Here you will also find an amd64 version of the Go internal hash function, which uses AESENC features
of the CPU.

In case you already have a hash that you want to use as the key, you have to provide an "identity" function.

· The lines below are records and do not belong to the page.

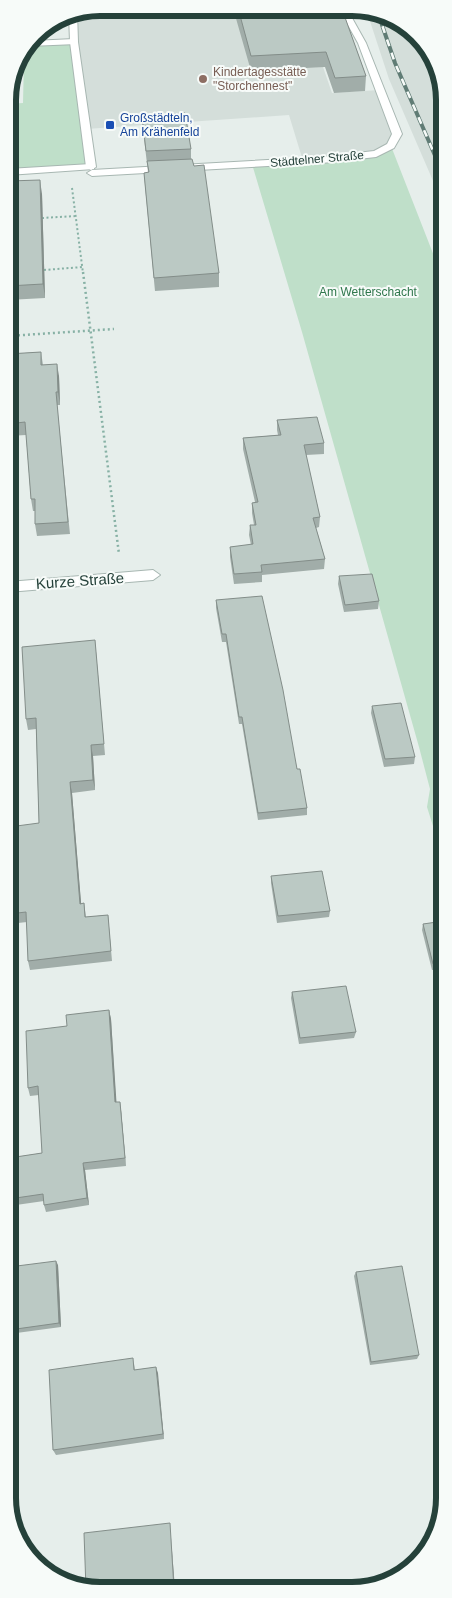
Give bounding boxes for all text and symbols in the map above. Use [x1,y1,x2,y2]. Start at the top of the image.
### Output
place label: Kindertagesstätte "Storchennest" [213,65,307,93]
marker: Kindertagesstätte "Storchennest" [197,73,209,85]
place label: Großstädteln, Am Krähenfeld [120,111,199,139]
marker: Großstädteln, Am Krähenfeld [104,119,116,131]
street label: Städtelner Straße [270,148,365,170]
park label: Am Wetterschacht [319,285,418,299]
street label: Kurze Straße [35,569,125,592]

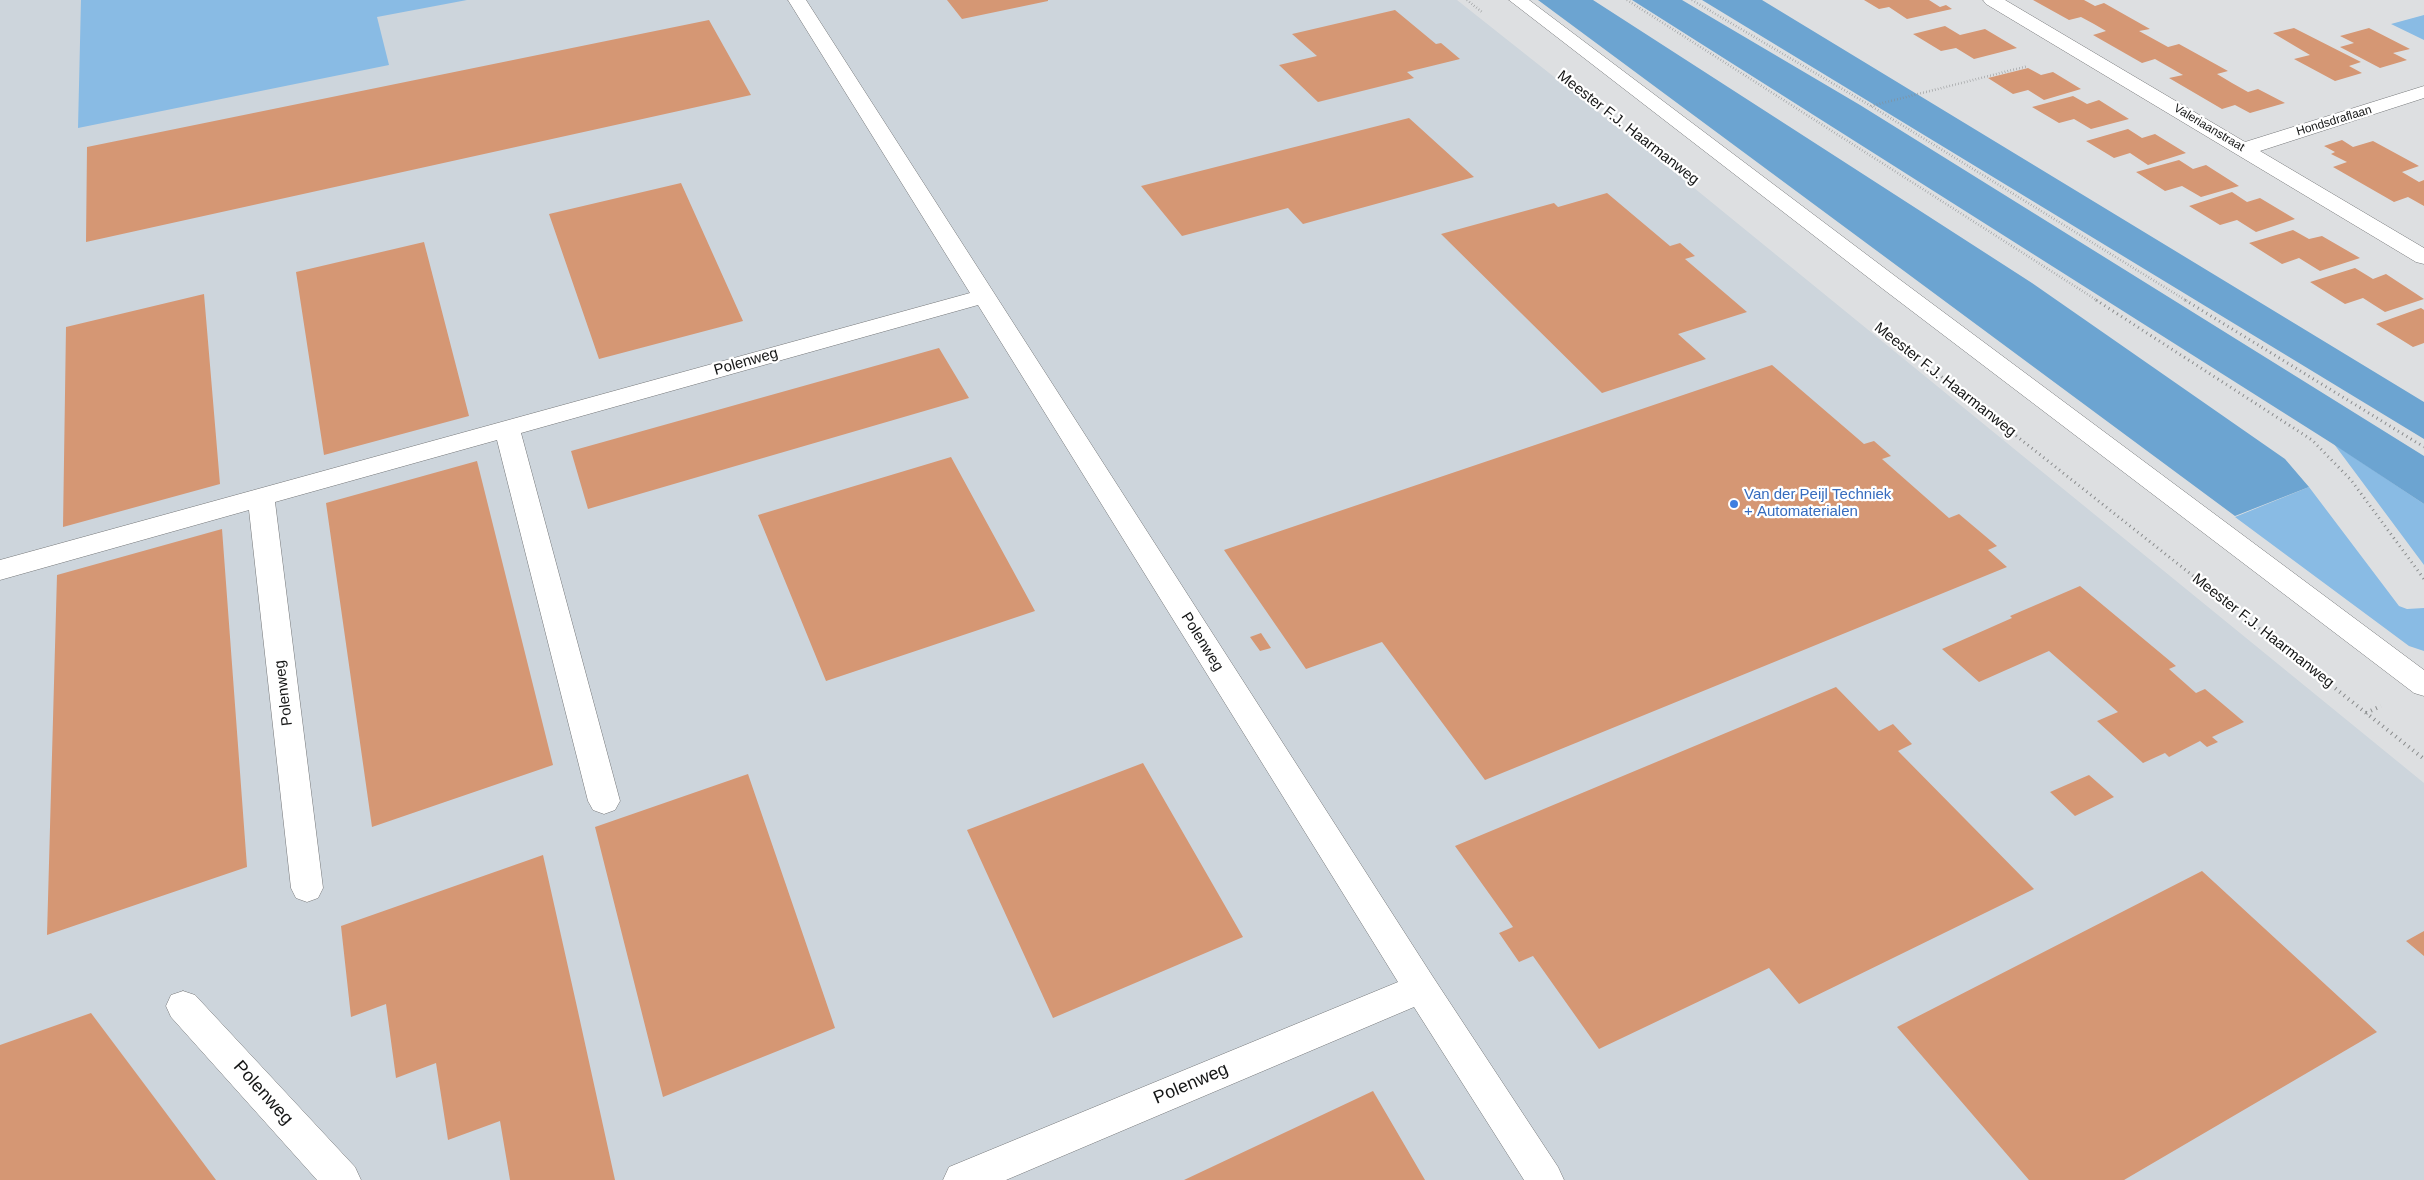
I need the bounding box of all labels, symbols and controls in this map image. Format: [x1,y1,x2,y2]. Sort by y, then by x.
street label: Meester F.J. Haarmanweg [1553,67,1703,189]
street label: Valeriaanstraat [2171,101,2247,155]
street label: Hondsdraflaan [2295,103,2373,139]
street label: Meester F.J. Haarmanweg [1870,319,2020,441]
street label: Polenweg [712,344,780,380]
place label: Van der Peijl Techniek + Automaterialen [1744,486,1891,521]
marker: Van der Peijl Techniek + Automaterialen [1728,498,1740,510]
street label: Meester F.J. Haarmanweg [2188,570,2338,692]
street label: Polenweg [1177,609,1227,675]
street label: Polenweg [271,659,297,727]
street label: Polenweg [229,1056,297,1130]
street label: Polenweg [1150,1059,1232,1109]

## Comparison of hash functions
Hashing `int`
```
BenchmarkHashInt_MapHash-20 181521530 6.806 ns/op 0 B/op 0 allocs/op
BenchmarkHashInt_MapHasher-20 727805824 1.595 ns/op 0 B/op 0 allocs/op
BenchmarkHashInt_FNV1A-20 621439513 1.919 ns/op 0 B/op 0 allocs/op
BenchmarkHashInt_FNV1AUnsafe-20 706583145 1.699 ns/op 0 B/op 0 allocs/op
BenchmarkHashInt_AESENC-20 1000000000 0.9659 ns/op 0 B/op 0 allocs/op
BenchmarkHashInt_XXHASH-20 516779404 2.341 ns/op 0 B/op 0 allocs/op
BenchmarkHashInt_XXH3HASH-20 562645186 2.127 ns/op 0 B/op 0 allocs/op
```
Hashing `string`
```
BenchmarkHashString_MapHash-20 72106830 15.80 ns/op 0 B/op 0 allocs/op
BenchmarkHashString_MapHasher-20 385338830 2.868 ns/op 0 B/op 0 allocs/op
BenchmarkHashString_FNV1A-20 60162328 19.33 ns/op 0 B/op 0 allocs/op
BenchmarkHashString_AESENC-20 475896514 2.472 ns/op 0 B/op 0 allocs/op
BenchmarkHashString_XXHASH-20 185842404 6.476 ns/op 0 B/op 0 allocs/op
BenchmarkHashString_XXH3HASH-20 375255375 3.182 ns/op 0 B/op 0 allocs/op
```
As you can see, the speed depends on the object type to hash. I think, it mostly boils down to the size of the object.
`MapHasher` is dangerous to use because it is not guaranteed to be stable across Go versions.
`AESENC` uses the AES CPU extensions on X86-64. In theory, it should work on ARM64 as well (not tested by me).

For a small number of bytes, `FNV1A` is the fastest.
Otherwise, `XXH3` looks like a good choice.

## License
The code is licensed under the Apache 2.0 license. See the `LICENSE` file for details.